(Beginning of Task input)
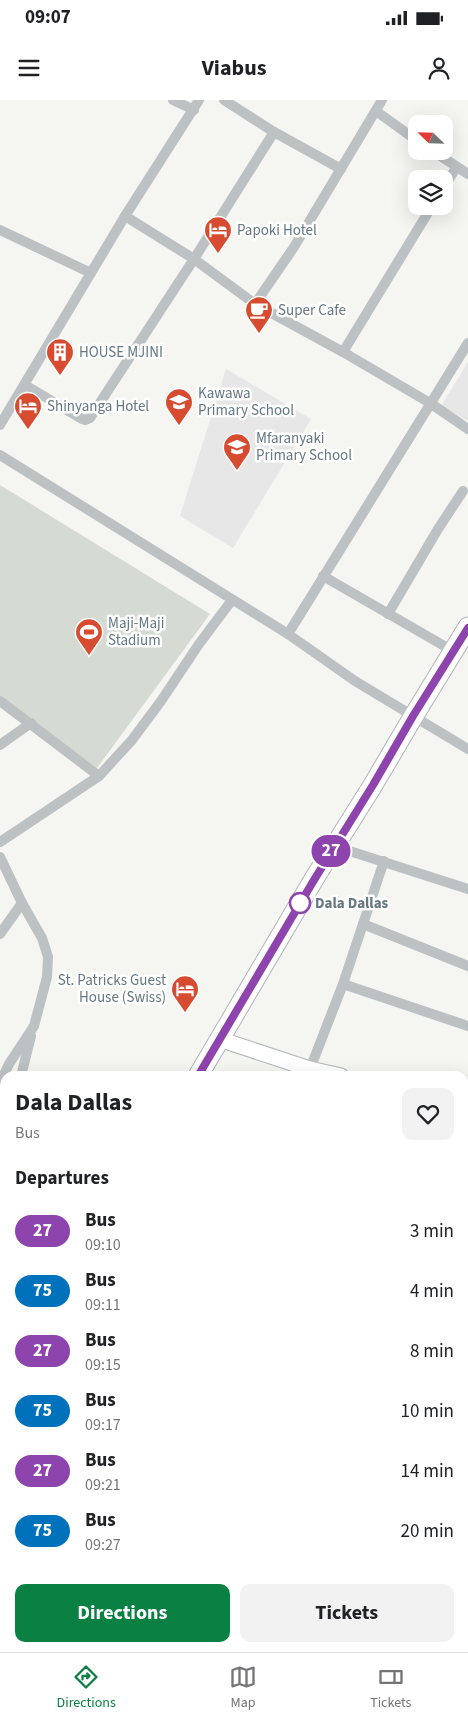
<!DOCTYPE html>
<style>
:root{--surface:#fff;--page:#f2f2f2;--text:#202124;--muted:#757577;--line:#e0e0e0;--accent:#0b8043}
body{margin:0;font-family:"Source Sans 3",sans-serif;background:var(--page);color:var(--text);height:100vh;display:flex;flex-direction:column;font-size:19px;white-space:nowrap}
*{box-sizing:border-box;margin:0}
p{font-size:16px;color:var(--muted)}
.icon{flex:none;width:28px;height:28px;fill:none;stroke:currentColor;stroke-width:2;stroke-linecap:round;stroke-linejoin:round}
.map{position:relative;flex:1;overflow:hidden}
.panel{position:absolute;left:0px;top:971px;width:469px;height:581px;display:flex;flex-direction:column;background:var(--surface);border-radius:15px 15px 0 0;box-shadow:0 5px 20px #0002}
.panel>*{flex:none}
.badge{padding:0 10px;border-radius:16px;font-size:18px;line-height:32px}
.needle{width:32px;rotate:293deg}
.buttons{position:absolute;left:408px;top:15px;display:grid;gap:10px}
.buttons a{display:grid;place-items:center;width:45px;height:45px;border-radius:10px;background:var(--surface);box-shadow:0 5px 20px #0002;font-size:25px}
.map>.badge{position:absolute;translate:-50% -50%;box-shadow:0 0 0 2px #fff}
h2{padding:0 15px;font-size:19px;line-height:45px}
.round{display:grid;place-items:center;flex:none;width:52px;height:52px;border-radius:10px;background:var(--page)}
.overview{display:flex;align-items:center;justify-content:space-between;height:85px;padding:0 15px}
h1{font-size:24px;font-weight:700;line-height:38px}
.primary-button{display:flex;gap:10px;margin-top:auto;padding:10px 15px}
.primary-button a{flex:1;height:58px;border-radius:10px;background:var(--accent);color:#fff;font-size:20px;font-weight:700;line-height:58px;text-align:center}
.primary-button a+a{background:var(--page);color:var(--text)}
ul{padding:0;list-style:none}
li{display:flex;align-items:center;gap:15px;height:60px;padding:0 15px}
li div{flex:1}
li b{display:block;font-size:19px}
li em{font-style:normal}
li .badge{min-width:55px;font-weight:700;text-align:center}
.status{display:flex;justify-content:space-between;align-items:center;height:35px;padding:0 25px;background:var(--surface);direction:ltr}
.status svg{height:14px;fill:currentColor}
header{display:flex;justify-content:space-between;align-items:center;height:65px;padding:0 15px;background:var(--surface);font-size:22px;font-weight:700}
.menu{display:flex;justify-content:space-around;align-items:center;height:70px;border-top:1px solid var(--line);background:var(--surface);font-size:14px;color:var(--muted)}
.menu a{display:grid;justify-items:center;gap:2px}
.menu .selected{color:var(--accent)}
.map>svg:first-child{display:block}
.built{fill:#e6e7e6}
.green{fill:#d5dad2}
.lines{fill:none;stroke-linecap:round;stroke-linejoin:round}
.secondary-casing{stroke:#afb5b9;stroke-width:17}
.highway-casing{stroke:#b0b4b7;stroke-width:21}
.street{stroke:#bcc1c4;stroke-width:10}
.secondary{stroke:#fff;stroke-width:15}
.highway{stroke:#fff;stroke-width:19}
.line-casing{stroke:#fff;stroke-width:11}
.line{stroke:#8e44ad;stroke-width:8}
.stop-dot{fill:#fff;stroke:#8e44ad;stroke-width:2.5}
.labels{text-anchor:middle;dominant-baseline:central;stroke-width:5;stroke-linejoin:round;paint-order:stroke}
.poi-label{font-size:15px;fill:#667781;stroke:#fff;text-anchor:start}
.stop-label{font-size:15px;font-weight:bold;fill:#667781;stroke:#fff;text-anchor:start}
</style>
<div class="status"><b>09:07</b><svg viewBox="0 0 49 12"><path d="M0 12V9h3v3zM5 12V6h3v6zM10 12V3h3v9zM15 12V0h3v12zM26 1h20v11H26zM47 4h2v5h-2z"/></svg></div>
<header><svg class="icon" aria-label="menu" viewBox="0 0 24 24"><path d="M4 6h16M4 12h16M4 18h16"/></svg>Viabus<svg class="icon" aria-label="person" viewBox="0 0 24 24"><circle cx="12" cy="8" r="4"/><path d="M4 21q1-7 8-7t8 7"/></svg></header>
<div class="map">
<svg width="468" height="1552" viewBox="0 0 468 1552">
<rect width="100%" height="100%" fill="#f5f5f2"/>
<g class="built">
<path d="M 468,262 L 468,321 L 441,306 Z"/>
<path d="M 226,269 L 311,319 L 233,448 L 180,416 Z"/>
</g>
<path class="green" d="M 0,385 L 210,514 L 97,668 L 0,599 Z"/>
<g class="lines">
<g class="secondary-casing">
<g id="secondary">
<path d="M 219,939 L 310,969 L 341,976"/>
<path d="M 464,1010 L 468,1011"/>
<path d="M 464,1138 L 468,1139"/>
</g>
</g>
<g class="highway-casing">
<g id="highway">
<path d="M 198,976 L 314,779 L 373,685 L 413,617 L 468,527"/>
<path d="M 0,1298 L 5,1291"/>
</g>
</g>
<g class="street">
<path d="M 173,0 L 194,10"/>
<path d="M 224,0 L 274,32 L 341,69"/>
<path d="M 376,11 L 416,40"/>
<path d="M 433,51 L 468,74"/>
<path d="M 444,87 L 456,68"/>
<path d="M 125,116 L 194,159 L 255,204 L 343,252 L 430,303 L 468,329"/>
<path d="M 0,130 L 91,173"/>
<path d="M 255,204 L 294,147 L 382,0"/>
<path d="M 343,252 L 432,106"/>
<path d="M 25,285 L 82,319 L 85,320 L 90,318 L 194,159 L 274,32"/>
<path d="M 0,325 L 125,116 L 199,0"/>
<path d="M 0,355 L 288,534 L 355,581 L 468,649"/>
<path d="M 323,476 L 453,551"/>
<path d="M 388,514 L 438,429 L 463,391"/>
<path d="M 288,534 L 468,243"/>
<path d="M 0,601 L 99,676"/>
<path d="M 0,645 L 31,623"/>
<path d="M 0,742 L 99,676 L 132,640 L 161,601 L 199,544 L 232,500"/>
<path d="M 334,746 L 468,789"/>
<path d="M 0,757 L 22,803 L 42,838 L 48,857 L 47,877 L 34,926 L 9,964 L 0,983"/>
<path d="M 363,824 L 468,866"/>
<path d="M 0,834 L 22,803"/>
<path d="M 343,884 L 468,926"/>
<path d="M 310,969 L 343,884 L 384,761"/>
<path d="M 21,976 L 31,936"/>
<path d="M 0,1062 L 5,1043"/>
<path d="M 464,1090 L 468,1073"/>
<path d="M 464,1205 L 468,1205"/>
<path d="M 464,1442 L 468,1440"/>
<path d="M 0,1461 L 5,1454"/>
<path d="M 464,1539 L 468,1537"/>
<path d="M 92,1548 L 98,1552"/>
<path d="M 393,1548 L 394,1552"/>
<path d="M 35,1552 L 38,1548"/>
<path d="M 131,1552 L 134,1548"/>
<path d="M 228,1552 L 232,1548"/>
<path d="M 439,1552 L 447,1548"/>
</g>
<use href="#secondary" class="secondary"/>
<use href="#highway" class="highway"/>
</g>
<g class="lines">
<g class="line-casing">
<path id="line" d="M 198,976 L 314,780 L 373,685 L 413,616 L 468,528"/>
</g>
<use href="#line" class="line"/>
</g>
<defs>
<g id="hotel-pin" transform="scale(1.4375)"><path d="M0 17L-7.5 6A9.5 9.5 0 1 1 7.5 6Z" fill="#d74b30" stroke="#fff"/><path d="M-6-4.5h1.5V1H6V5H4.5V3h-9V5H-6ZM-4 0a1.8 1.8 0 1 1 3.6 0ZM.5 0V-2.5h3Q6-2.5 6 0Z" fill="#fff"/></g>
<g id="cafe-pin" transform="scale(1.4375)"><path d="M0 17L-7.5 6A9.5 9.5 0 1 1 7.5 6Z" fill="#d74b30" stroke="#fff"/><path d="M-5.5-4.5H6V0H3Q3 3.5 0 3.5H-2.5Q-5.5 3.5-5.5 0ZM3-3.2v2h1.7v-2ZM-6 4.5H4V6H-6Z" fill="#fff"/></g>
<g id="building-pin" transform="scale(1.4375)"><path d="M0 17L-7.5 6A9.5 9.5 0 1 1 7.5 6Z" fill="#d74b30" stroke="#fff"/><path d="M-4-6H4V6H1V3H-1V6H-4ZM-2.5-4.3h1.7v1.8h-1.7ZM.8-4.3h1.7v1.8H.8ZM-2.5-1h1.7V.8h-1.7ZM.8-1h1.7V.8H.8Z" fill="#fff"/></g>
<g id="school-pin" transform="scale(1.4375)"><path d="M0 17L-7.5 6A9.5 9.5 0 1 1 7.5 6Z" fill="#d74b30" stroke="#fff"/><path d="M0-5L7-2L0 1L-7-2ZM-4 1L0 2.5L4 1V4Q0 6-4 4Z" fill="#fff"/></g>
<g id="stadium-pin" transform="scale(1.4375)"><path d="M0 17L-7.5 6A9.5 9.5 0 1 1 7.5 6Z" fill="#d74b30" stroke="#fff"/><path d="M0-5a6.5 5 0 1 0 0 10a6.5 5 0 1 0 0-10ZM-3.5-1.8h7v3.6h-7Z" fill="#fff"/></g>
</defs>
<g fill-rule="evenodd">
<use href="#hotel-pin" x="218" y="130"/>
<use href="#cafe-pin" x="259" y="210"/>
<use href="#building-pin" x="60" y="252"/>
<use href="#school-pin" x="179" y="302"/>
<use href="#hotel-pin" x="28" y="306"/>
<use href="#school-pin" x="237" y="347"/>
<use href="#stadium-pin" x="89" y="532"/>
<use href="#hotel-pin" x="185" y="889"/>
</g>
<circle class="stop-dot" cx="300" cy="803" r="10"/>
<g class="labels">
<g class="poi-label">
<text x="237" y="130">Papoki Hotel</text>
<text x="278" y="210">Super Cafe</text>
<text x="79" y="252">HOUSE MJINI</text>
<text x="198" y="293">Kawawa<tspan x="198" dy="17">Primary School</tspan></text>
<text x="47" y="306">Shinyanga Hotel</text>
<text x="256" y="338">Mfaranyaki<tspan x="256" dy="17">Primary School</tspan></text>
<text x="108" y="523">Maji-Maji<tspan x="108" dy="17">Stadium</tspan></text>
<text x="166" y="880" text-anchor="end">St. Patricks Guest<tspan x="166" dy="17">House (Swiss)</tspan></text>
</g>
<g class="stop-label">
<text x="315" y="803">Dala Dallas</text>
</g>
</g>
</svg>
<div class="buttons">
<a><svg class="needle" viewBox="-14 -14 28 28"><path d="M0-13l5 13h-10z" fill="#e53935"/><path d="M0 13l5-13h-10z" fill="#757577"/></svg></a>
<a><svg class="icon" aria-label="layers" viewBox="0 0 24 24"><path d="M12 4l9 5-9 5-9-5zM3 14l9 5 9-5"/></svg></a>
</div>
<b class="badge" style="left:331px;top:751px;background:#8e44ad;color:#fff">27</b>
<section class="panel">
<div class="overview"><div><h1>Dala Dallas</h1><p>Bus</p></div><a class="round"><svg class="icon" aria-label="heart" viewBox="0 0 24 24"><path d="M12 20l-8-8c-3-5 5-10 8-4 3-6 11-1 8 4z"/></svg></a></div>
<h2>Departures</h2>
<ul>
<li><span class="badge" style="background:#8e44ad;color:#fff">27</span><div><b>Bus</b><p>09:10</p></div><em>3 min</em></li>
<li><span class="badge" style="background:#0072bc;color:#fff">75</span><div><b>Bus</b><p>09:11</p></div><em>4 min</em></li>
<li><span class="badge" style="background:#8e44ad;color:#fff">27</span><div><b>Bus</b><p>09:15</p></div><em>8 min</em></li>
<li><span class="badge" style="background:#0072bc;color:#fff">75</span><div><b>Bus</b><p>09:17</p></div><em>10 min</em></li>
<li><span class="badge" style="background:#8e44ad;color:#fff">27</span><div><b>Bus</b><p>09:21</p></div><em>14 min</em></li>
<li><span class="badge" style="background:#0072bc;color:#fff">75</span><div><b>Bus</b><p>09:27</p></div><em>20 min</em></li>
</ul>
<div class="primary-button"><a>Directions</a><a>Tickets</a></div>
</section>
</div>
<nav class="menu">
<a class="selected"><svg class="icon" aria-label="directions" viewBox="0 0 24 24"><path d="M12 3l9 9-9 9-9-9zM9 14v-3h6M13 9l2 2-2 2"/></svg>Directions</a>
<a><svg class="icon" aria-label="map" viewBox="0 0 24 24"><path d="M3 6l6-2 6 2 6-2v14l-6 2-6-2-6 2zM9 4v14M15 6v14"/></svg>Map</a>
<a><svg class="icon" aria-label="tickets" viewBox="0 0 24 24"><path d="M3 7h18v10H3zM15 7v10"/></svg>Tickets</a>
</nav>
(End of Task input)
Activity: Set aside each line above that includes the string "circle" and report it.

Task answer:
<header><svg class="icon" aria-label="menu" viewBox="0 0 24 24"><path d="M4 6h16M4 12h16M4 18h16"/></svg>Viabus<svg class="icon" aria-label="person" viewBox="0 0 24 24"><circle cx="12" cy="8" r="4"/><path d="M4 21q1-7 8-7t8 7"/></svg></header>
<circle class="stop-dot" cx="300" cy="803" r="10"/>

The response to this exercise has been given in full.